In Houston Federation of Teachers v Houston Independent School District, the court found a procedural due process violation mainly because those teachers had no way to replicate and challenge their scores. In addition, the court also indicated concern over the accuracy issue of the algorithmic tool, which has never been verified or audited whatsoever.Footnote ⁶⁹ In a way, the case marks ‘an unprecedented development in VAM litigation’, and as a result, VAMs used in other states and elsewhere in education management policies should garner greater interest and concern.Footnote ⁷⁰ As per the judge in Houston Federation of Teachers v Houston Independent School District, when a government agency adopts a management policy of making highly consequential decisions with regard to employment renewal and termination based on opaque algorithms incompatible with minimum due process, the court is poised to offer a proper remedy to overturn the use of this algorithmic tool.Footnote ⁷¹ After Houston Federation of Teachers v Houston Independent School District, other states and districts in similar situations have been strongly incentivized to reconsider their use of the EVAAS algorithmic teacher evaluation system or other VAMs by separating consequential personnel decisions from evaluation estimates to avoid potential claims of due process violations.Footnote ⁷² On the other hand, the use of EVAAS (or other VAMs) for low-stakes purposes should also be reconsidered, as the court in Houston Federation of Teachers v Houston Independent School District expressed its concern over the actual extent to which ‘teachers might understand their EVAAS estimates so as to use them to improve upon their practice’.Footnote ⁷³

As a number of states have adopted automated teacher performance evaluation systems that allow VAM data to be the sole or primary consideration in the decision-making process with regard to review, renewal, or termination of employment contracts, the outcome of Houston Federation of Teachers v Houston Independent School District and its legal and policy ramifications might demonstrate a broad reach.Footnote ⁷⁴ Indeed, the lawsuit itself has opened up the possibility for teachers (at least those employed in public schools) to seek remedies for the controversial use of VAMs and other algorithmic teacher performance evaluation systems, especially when the teachers who had challenged such systems had been generally unsuccessful. Houston Federation of Teachers v Houston Independent School District, despite being ultimately settled, paves a viable litigation path to challenge the increasingly automated worker performance evaluation in the education sector.

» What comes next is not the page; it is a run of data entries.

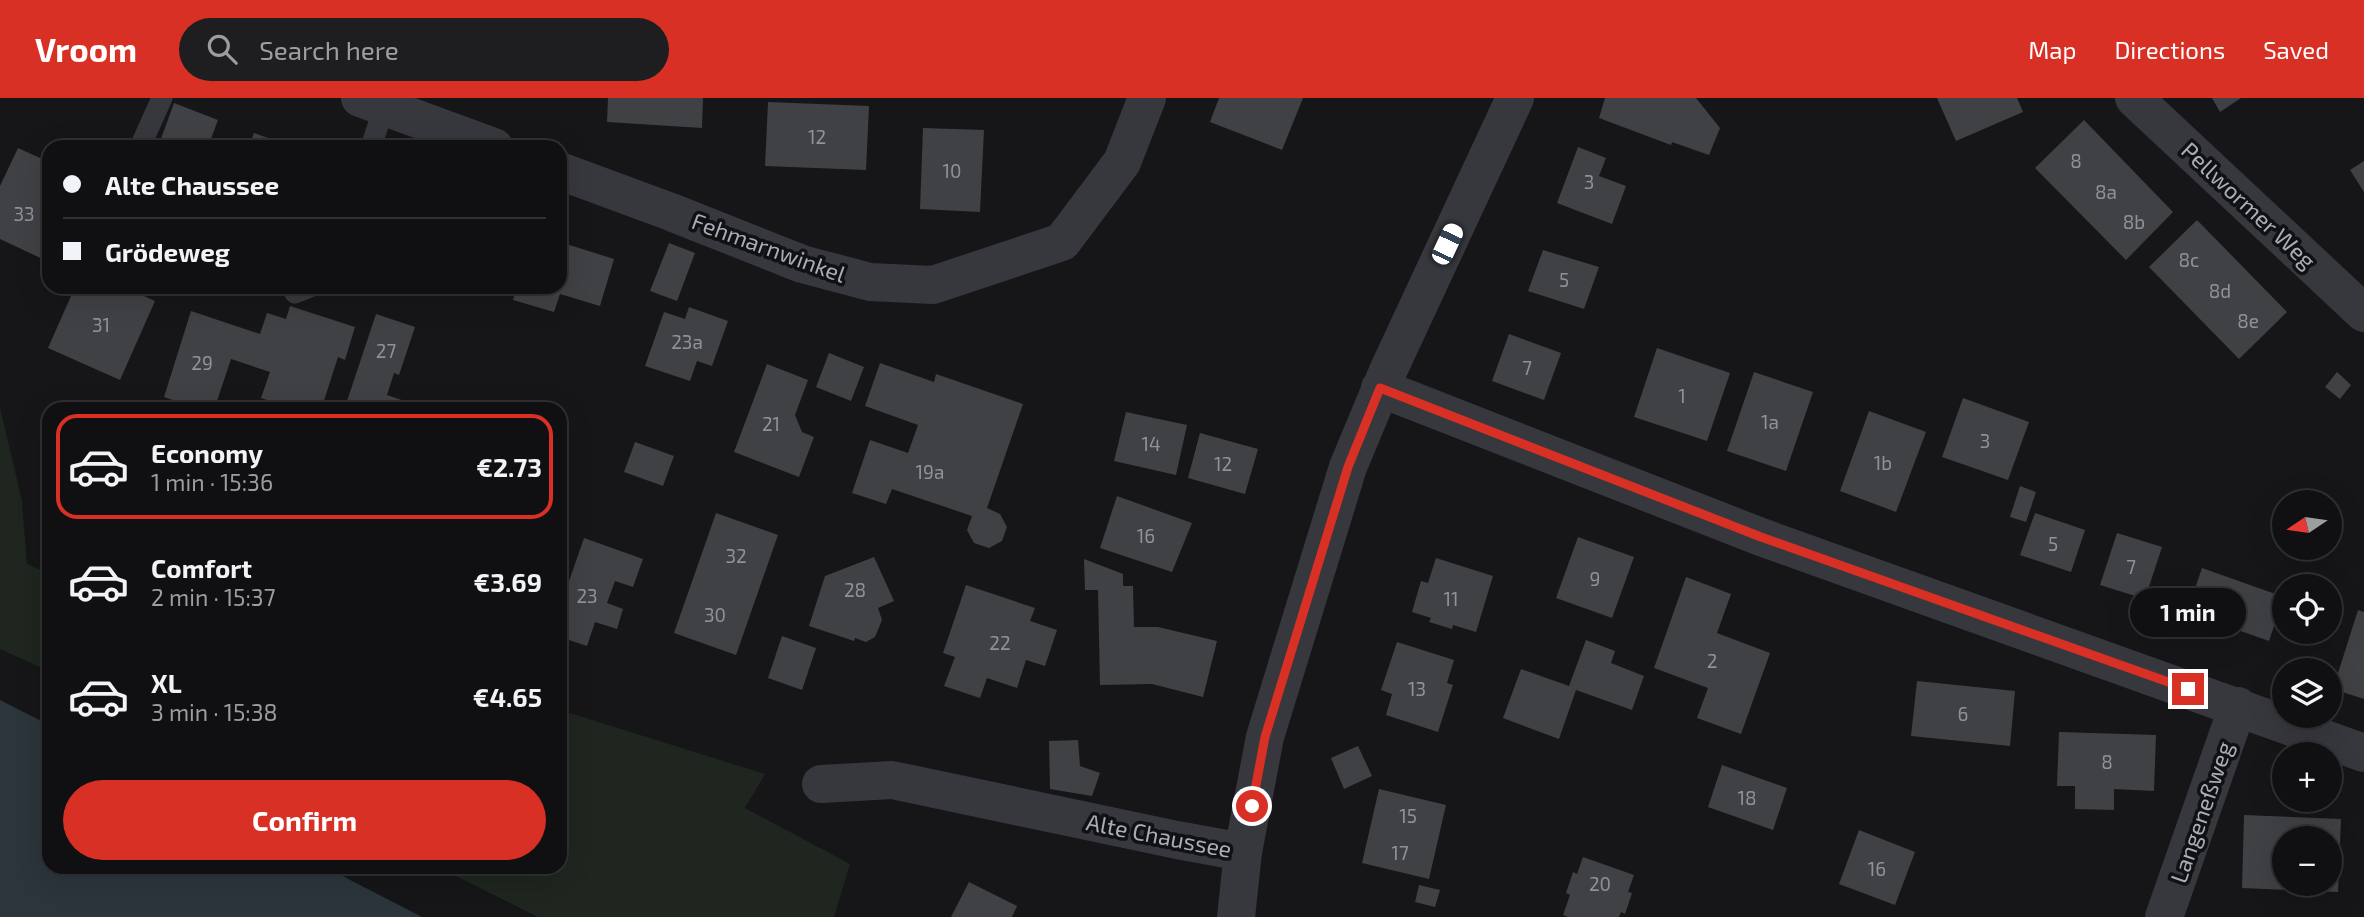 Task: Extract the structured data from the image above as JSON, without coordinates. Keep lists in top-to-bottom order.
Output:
{
  "streets": {
    "street": [
      "Pellwormer Weg",
      "Fehmarnwinkel",
      "Langeneßweg",
      "Alte Chaussee"
    ]
  },
  "house_numbers": [
    "12",
    "8",
    "10",
    "3",
    "8a",
    "33",
    "8b",
    "8c",
    "5",
    "8d",
    "8e",
    "31",
    "23a",
    "27",
    "29",
    "7",
    "1",
    "1a",
    "21",
    "3",
    "14",
    "1b",
    "12",
    "19a",
    "16",
    "5",
    "32",
    "7",
    "9",
    "28",
    "23",
    "11",
    "30",
    "22",
    "2",
    "13",
    "6",
    "8",
    "18",
    "15",
    "17",
    "16",
    "20"
  ],
  "north": "left",
  "page": {
    "header": "Vroom",
    "search": "Search here",
    "nav": ["Map", "Directions", "Saved"],
    "banner": ["Alte Chaussee", "Grödeweg"],
    "list": [
      {
        "name": "Economy",
        "note": "1 min · 15:36",
        "value": "€2.73"
      },
      {
        "name": "Comfort",
        "note": "2 min · 15:37",
        "value": "€3.69"
      },
      {
        "name": "XL",
        "note": "3 min · 15:38",
        "value": "€4.65"
      }
    ],
    "map_buttons": ["+", "−"],
    "bubble": "1 min",
    "buttons": "Confirm"
  }
} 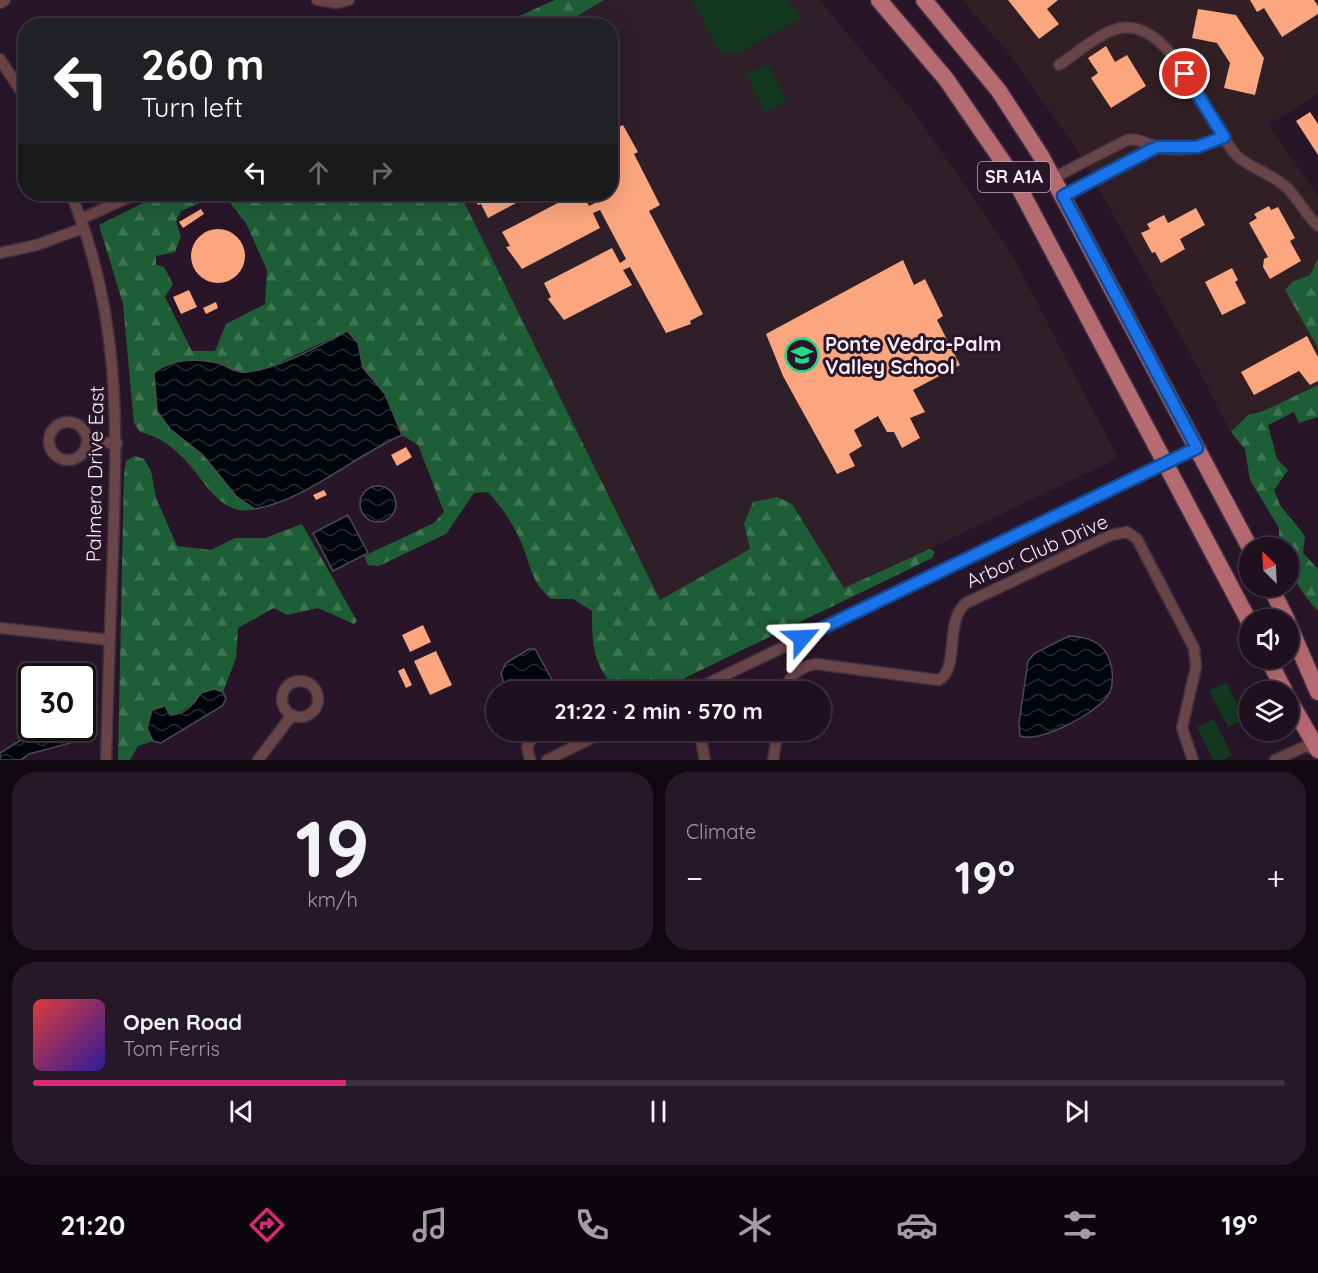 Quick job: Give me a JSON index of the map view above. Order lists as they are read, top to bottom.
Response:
{
  "streets": {
    "main road": ["SR A1A"],
    "street": ["Palmera Drive East", "Arbor Club Drive"]
  },
  "places": {
    "school or university": ["Ponte Vedra-Palm Valley School"]
  },
  "north": "top left",
  "page": {
    "turn": ["260 m", "Turn left"],
    "limit": "30",
    "trip": "21:22 · 2 min · 570 m",
    "tile": [
      ["19", "km/h"],
      "Climate"
    ],
    "heat": ["−", "19°", "+"],
    "song": ["Open Road", "Tom Ferris"],
    "tabs": ["21:20", "19°"]
  }
} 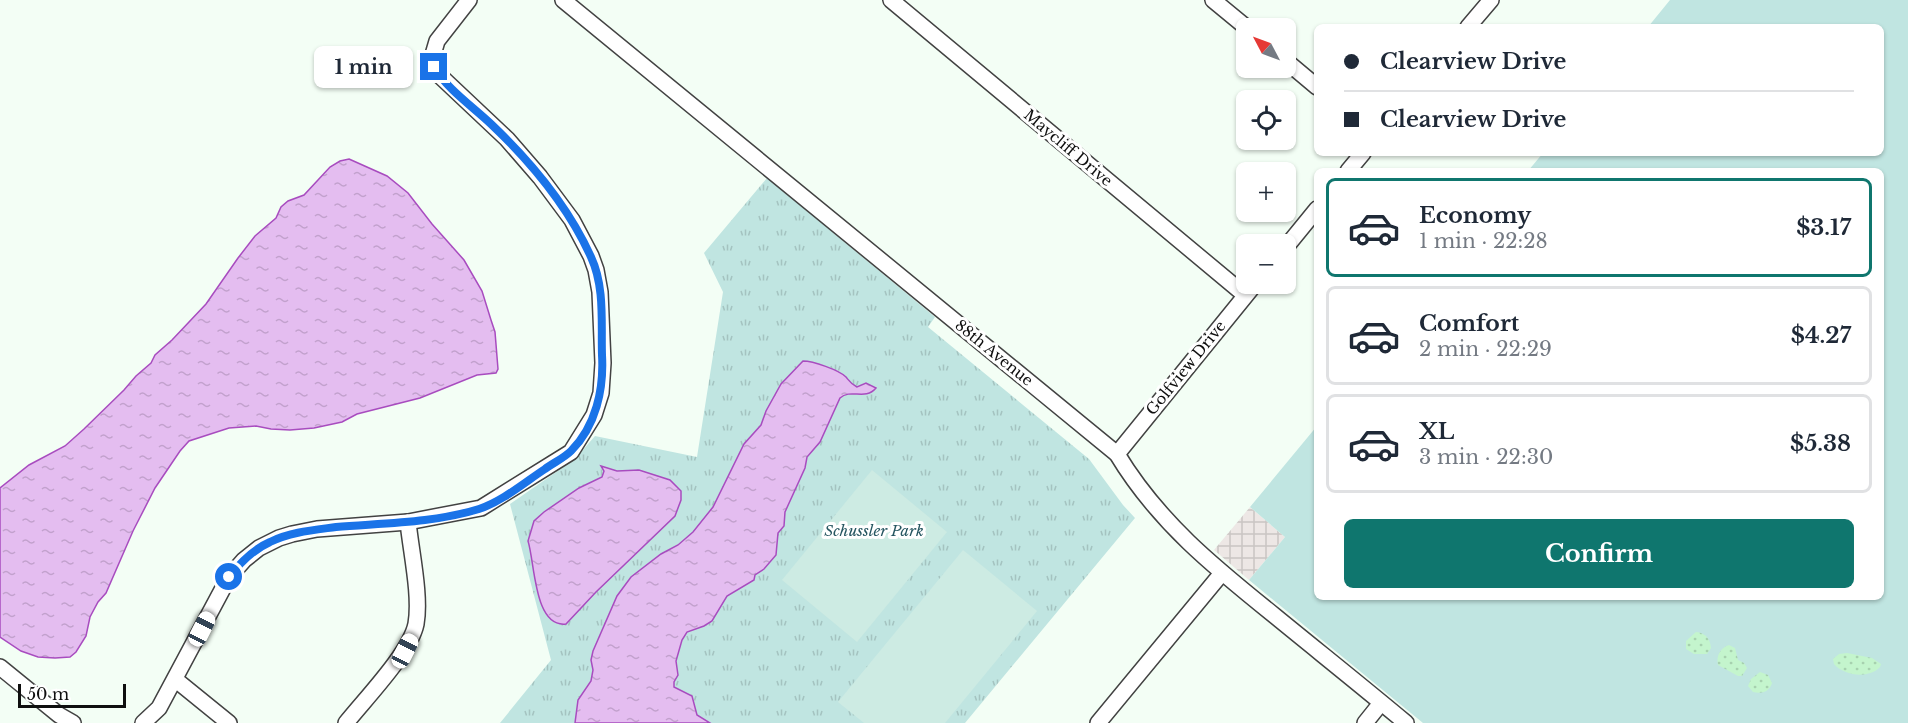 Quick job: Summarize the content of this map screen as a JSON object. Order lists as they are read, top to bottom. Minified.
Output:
{"streets":{"street":["Maycliff Drive","88th Avenue","Golfview Drive"]},"crossings":[["88th Avenue","Golfview Drive"]],"parks":["Schussler Park"],"scale_bar":"50 m","north":"top left","page":{"map_buttons":["+","−"],"banner":["Clearview Drive","Clearview Drive"],"bubble":"1 min","list":[{"name":"Economy","note":"1 min · 22:28","value":"$3.17"},{"name":"Comfort","note":"2 min · 22:29","value":"$4.27"},{"name":"XL","note":"3 min · 22:30","value":"$5.38"}],"buttons":"Confirm","scale":"50 m"}} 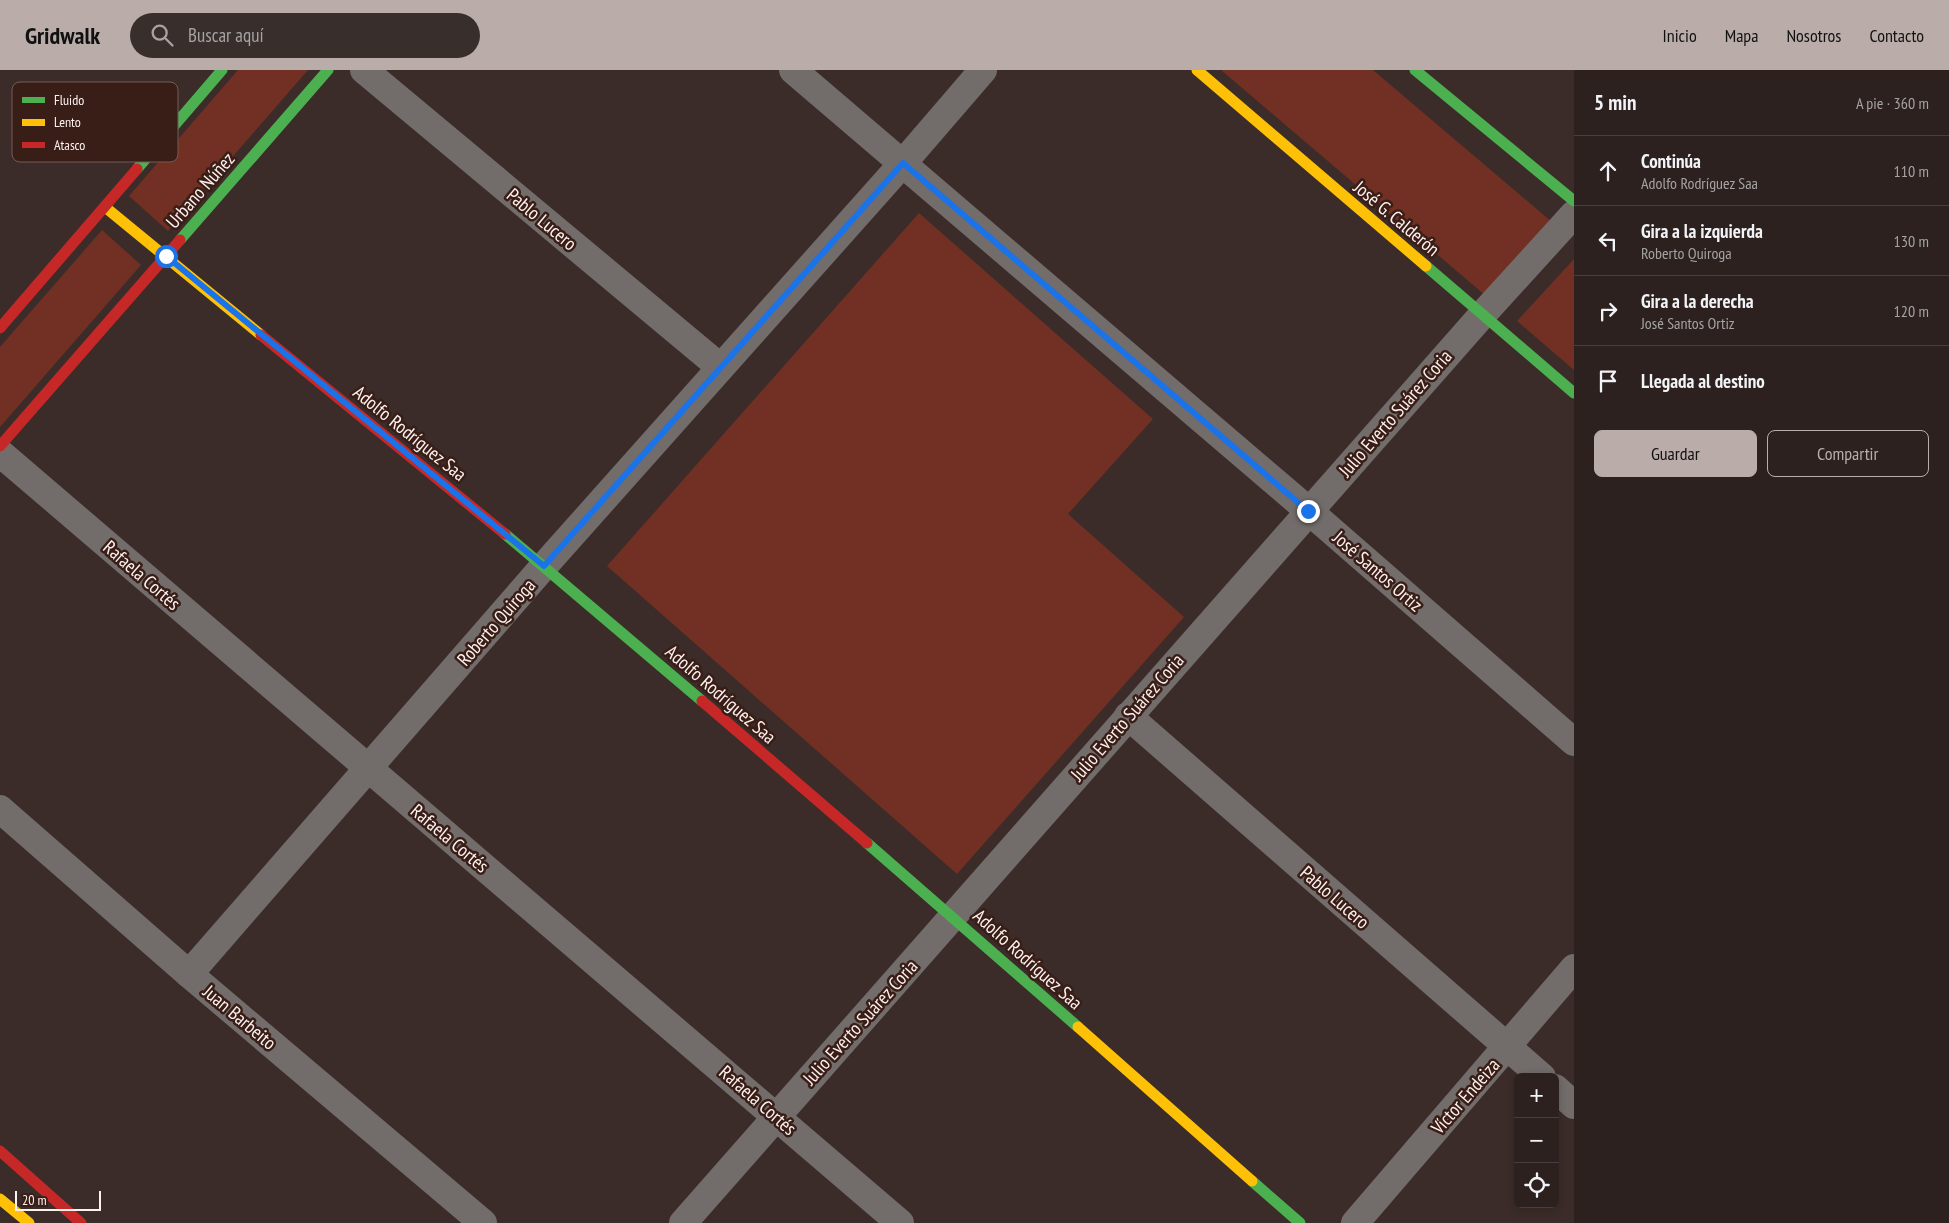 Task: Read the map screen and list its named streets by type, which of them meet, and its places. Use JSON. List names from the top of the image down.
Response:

Now it seems possible that due process challenges (at least procedural due process) will persist, as the court drew attention to ‘the fact that procedural due process requires a hearing to determine if a district’s decision to terminate employment is both fair and accurate’.Footnote ⁷⁵ As noted by Mark Paige and Audrey Amrein-Beardsley, Houston Federation of Teachers v Houston Independent School District raised awareness about concerns over government transparency and ‘control of private, for-profit corporations engaged in providing a public good’,Footnote ⁷⁶ especially with regard to the use of black box algorithmic decision-making tools in the education sector. The case strongly questions the reliability of the EVAAS system in assessing and improving teacher quality, especially since undetectable errors can lead to significant consequences, including calls for public scrutiny, and seems to offer the potential to compel policymakers and practitioners to both re-examine and reflect on the level of importance (if any) VAM estimations should play in personnel decisions. An independent study on automated decision-making on the basis of personal data in the context of comparison between European Union and United States, which has been submitted to the European Commission’s Directorate-General for Justice and Consumers, also underlines that the court’s decision in Houston Federation of Teachers v Houston Independent School District ‘demonstrates that the Due Process Clause can serve as an important safeguard when automated decisions have a legal effect’.Footnote ⁷⁷

Nevertheless, regrettably, the controversial characteristics of such worker performance evaluation algorithms – the proprietary, black box, inaccessible, and unexplainable decision-making routesFootnote ⁷⁸ – have not occupied a critical spot of concern for legal challenges. The lawsuit in no way means that VAMs and other algorithmic worker evaluation systems should be systematically examined, fixed, or abandoned. As noted, the dominance of automated tools for workplace surveillance and worker performance evaluation may distort the nature of the relationship between the employer and the employed and weaken psychological contracts, job engagement, and employee trust. The gap in power asymmetry has been institutionally widened by the systematic use of algorithmic tools that are neither reliable nor transparent and are also prone to bias and discrimination. All of these issues remain out of the scope of examination in terms of judicial review. In line with this argument, Ryan Calo and Danielle Citron point out the problems of this growingly Automated State, noting a number of controversial cases, including Houston Federation of Teachers v Houston Independent School District. The researchers cite the ‘looming legitimacy crisis’ and call for a reconceptualization and new vision of the modern administrative state in the algorithmic society.Footnote ⁷⁹ They argue that, while scholarly have been asking how we might ensure that these automated tools can align with the existing legal contours such as due process, broader and structural questions on the legitimacy of automating public power remain unanswered.Footnote ⁸⁰ Indeed, without proper gatekeeping or accountability mechanisms, the growing algorithmization of worker performance evaluation can go unharnessed, especially when such practices are spreading at such a rapid rate that regulators struggle to catch up and employees face widening power asymmetry.

10.5 Conclusion

Automated worker productivity monitoring and performance evaluation indicate a system of mechanical enforcement, if not suppression, which practically dehumanizes the inherent person-to-person process of work management without empathyFootnote ⁸¹ or moral responsibility. The algorithmic tool, as implemented widely in Houston Federation of Teachers v Houston Independent School District, focuses not on process but on results, which are observed and calculated based on arbitrary parameters or the existing unfair and discriminatory practices. Cloaked in technologically supported management and data-driven efficiency, algorithmic worker productivity monitoring and performance evaluation systems create and likely perpetuate a way to rationalize automatic layoffs without meaningful human supervision. Given the black box characteristics of these automated systems, human supervisors cannot easily detect and address mistakes and biases in practice.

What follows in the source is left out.